For this exercise, retype all the data exactly and exclude every image.

+===+

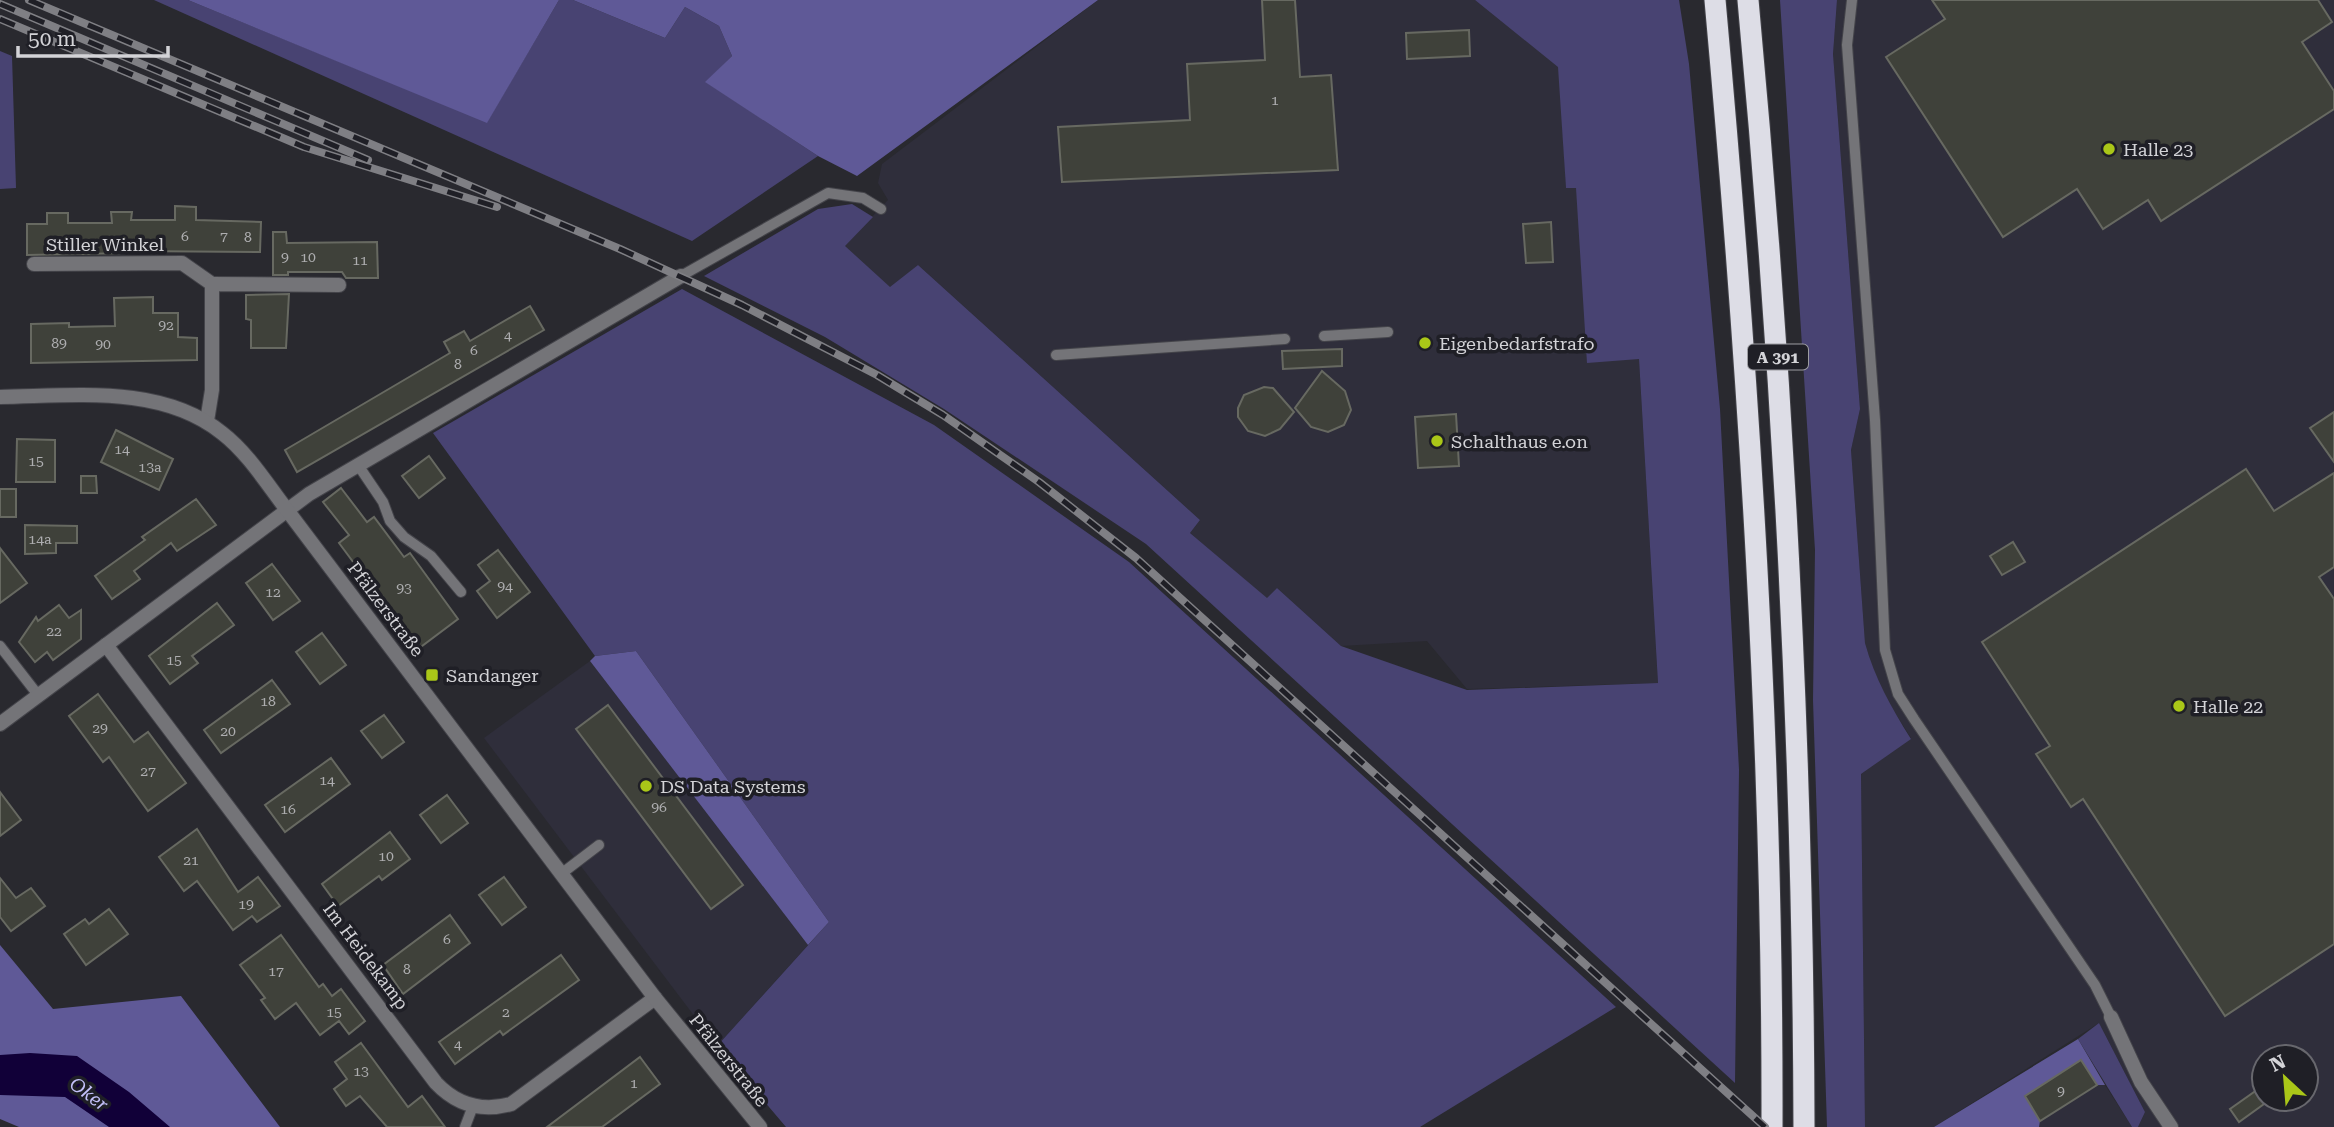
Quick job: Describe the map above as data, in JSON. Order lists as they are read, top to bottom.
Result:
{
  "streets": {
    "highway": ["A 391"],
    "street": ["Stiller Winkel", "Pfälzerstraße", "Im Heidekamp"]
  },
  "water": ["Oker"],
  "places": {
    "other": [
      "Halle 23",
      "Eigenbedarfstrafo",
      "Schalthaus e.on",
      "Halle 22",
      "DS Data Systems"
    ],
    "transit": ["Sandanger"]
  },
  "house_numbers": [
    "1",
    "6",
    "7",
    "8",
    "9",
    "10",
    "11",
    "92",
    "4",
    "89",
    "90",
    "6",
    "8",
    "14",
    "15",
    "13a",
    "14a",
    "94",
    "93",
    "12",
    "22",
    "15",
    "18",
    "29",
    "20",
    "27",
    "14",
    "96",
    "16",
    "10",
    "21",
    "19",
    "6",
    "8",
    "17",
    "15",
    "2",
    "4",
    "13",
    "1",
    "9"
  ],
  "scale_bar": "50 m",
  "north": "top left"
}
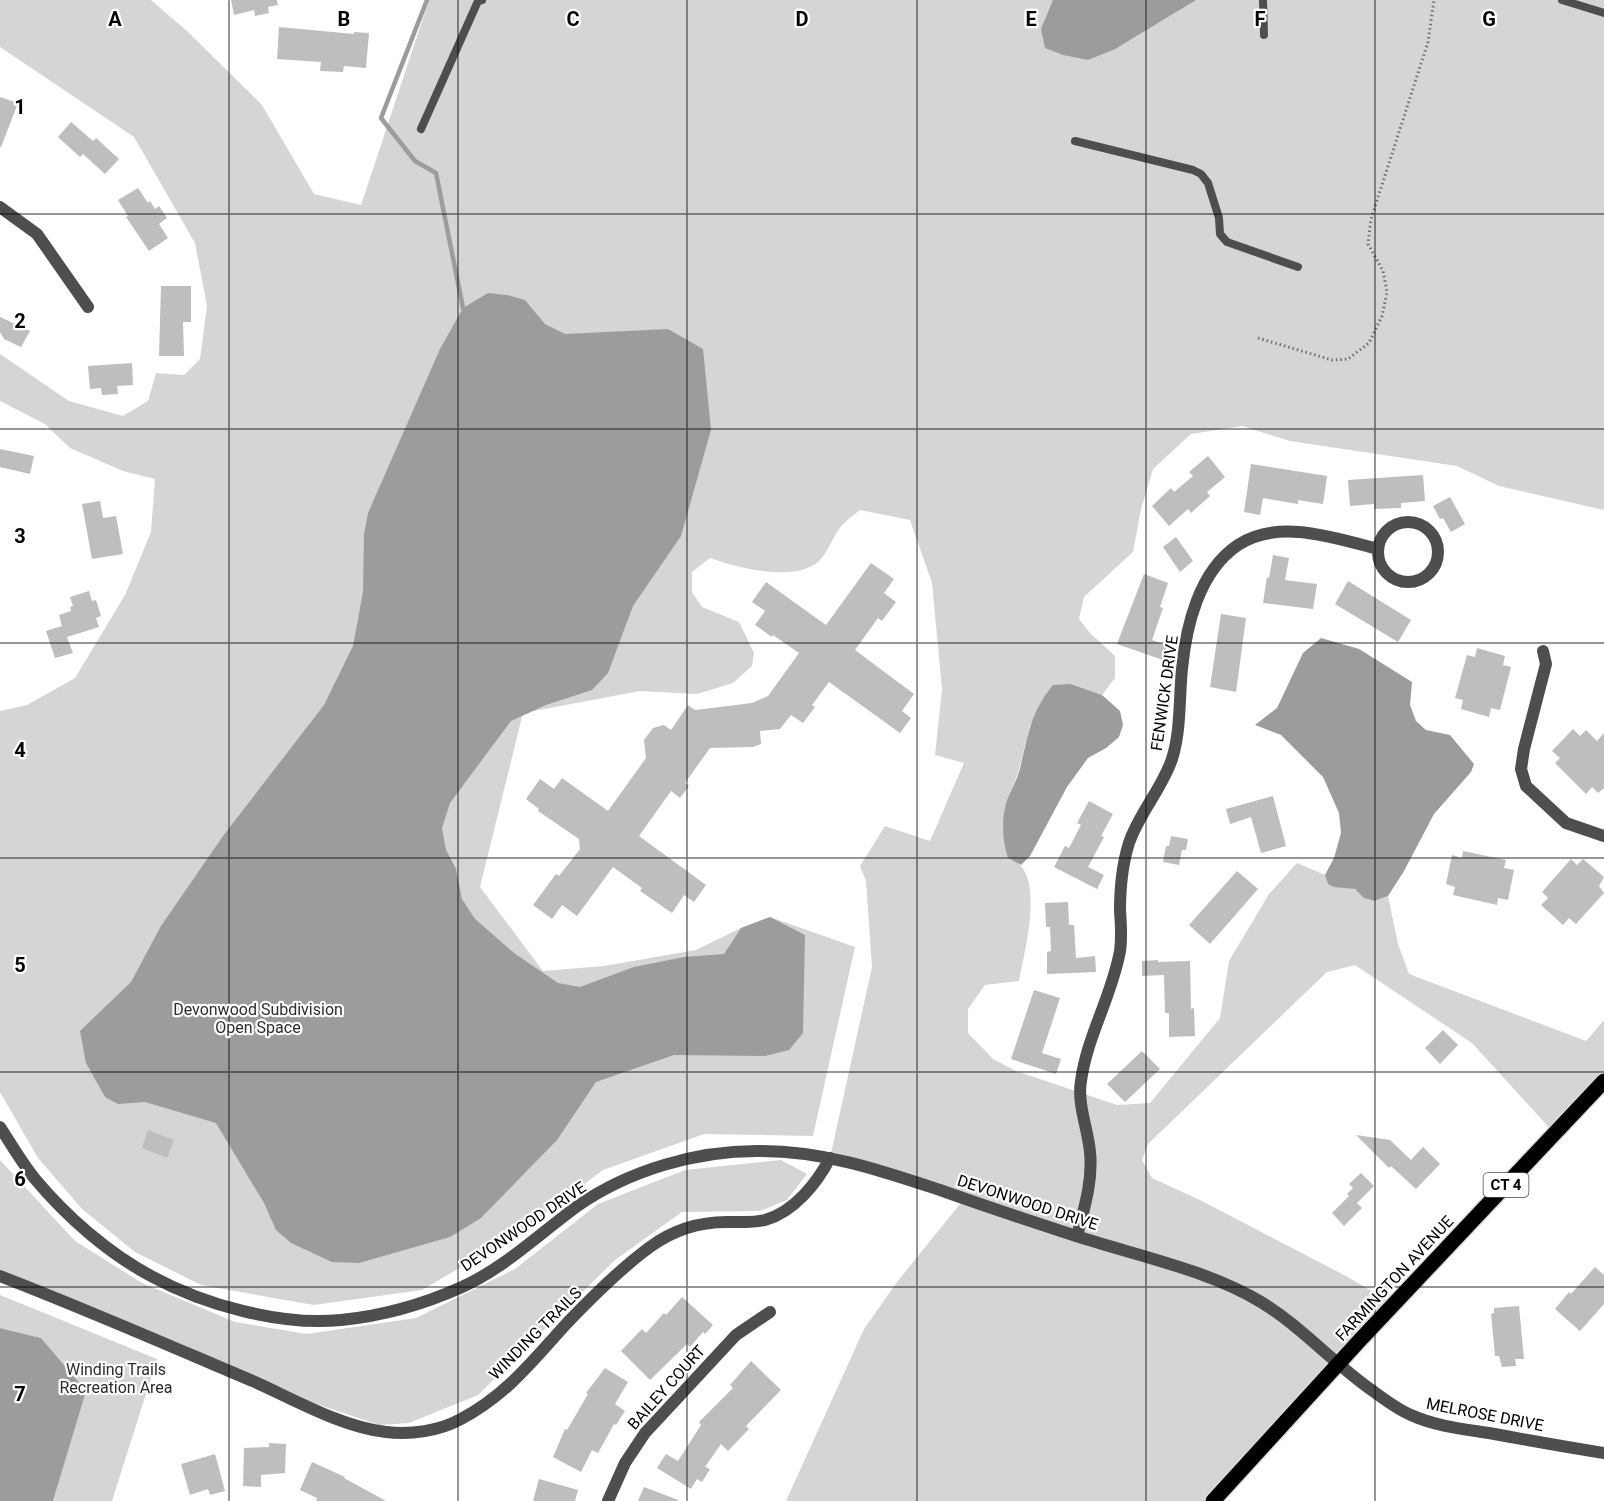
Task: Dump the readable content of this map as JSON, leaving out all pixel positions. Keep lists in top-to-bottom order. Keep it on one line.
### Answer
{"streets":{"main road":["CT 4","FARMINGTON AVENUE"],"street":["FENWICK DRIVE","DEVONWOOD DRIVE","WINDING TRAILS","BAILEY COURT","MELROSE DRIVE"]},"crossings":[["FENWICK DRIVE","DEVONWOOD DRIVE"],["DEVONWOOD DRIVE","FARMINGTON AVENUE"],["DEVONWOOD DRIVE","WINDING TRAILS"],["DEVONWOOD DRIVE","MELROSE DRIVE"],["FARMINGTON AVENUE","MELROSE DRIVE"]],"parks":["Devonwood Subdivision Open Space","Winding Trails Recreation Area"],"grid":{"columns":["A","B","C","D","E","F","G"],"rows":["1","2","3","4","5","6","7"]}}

+===+

◆ RESULT OF THIS TASK:
Quick job: Describe the map above as data, in JSON. Order lists as they are read, top to bottom.
Result:
{
  "streets": {
    "highway": ["A 391"],
    "street": ["Stiller Winkel", "Pfälzerstraße", "Im Heidekamp"]
  },
  "water": ["Oker"],
  "places": {
    "other": [
      "Halle 23",
      "Eigenbedarfstrafo",
      "Schalthaus e.on",
      "Halle 22",
      "DS Data Systems"
    ],
    "transit": ["Sandanger"]
  },
  "house_numbers": [
    "1",
    "6",
    "7",
    "8",
    "9",
    "10",
    "11",
    "92",
    "4",
    "89",
    "90",
    "6",
    "8",
    "14",
    "15",
    "13a",
    "14a",
    "94",
    "93",
    "12",
    "22",
    "15",
    "18",
    "29",
    "20",
    "27",
    "14",
    "96",
    "16",
    "10",
    "21",
    "19",
    "6",
    "8",
    "17",
    "15",
    "2",
    "4",
    "13",
    "1",
    "9"
  ],
  "scale_bar": "50 m",
  "north": "top left"
}
Task: Dump the readable content of this map as JSON, leaving out all pixel positions. Keep lists in top-to-bottom order. Keep it on one line.
### Answer
{"streets":{"main road":["CT 4","FARMINGTON AVENUE"],"street":["FENWICK DRIVE","DEVONWOOD DRIVE","WINDING TRAILS","BAILEY COURT","MELROSE DRIVE"]},"crossings":[["FENWICK DRIVE","DEVONWOOD DRIVE"],["DEVONWOOD DRIVE","FARMINGTON AVENUE"],["DEVONWOOD DRIVE","WINDING TRAILS"],["DEVONWOOD DRIVE","MELROSE DRIVE"],["FARMINGTON AVENUE","MELROSE DRIVE"]],"parks":["Devonwood Subdivision Open Space","Winding Trails Recreation Area"],"grid":{"columns":["A","B","C","D","E","F","G"],"rows":["1","2","3","4","5","6","7"]}}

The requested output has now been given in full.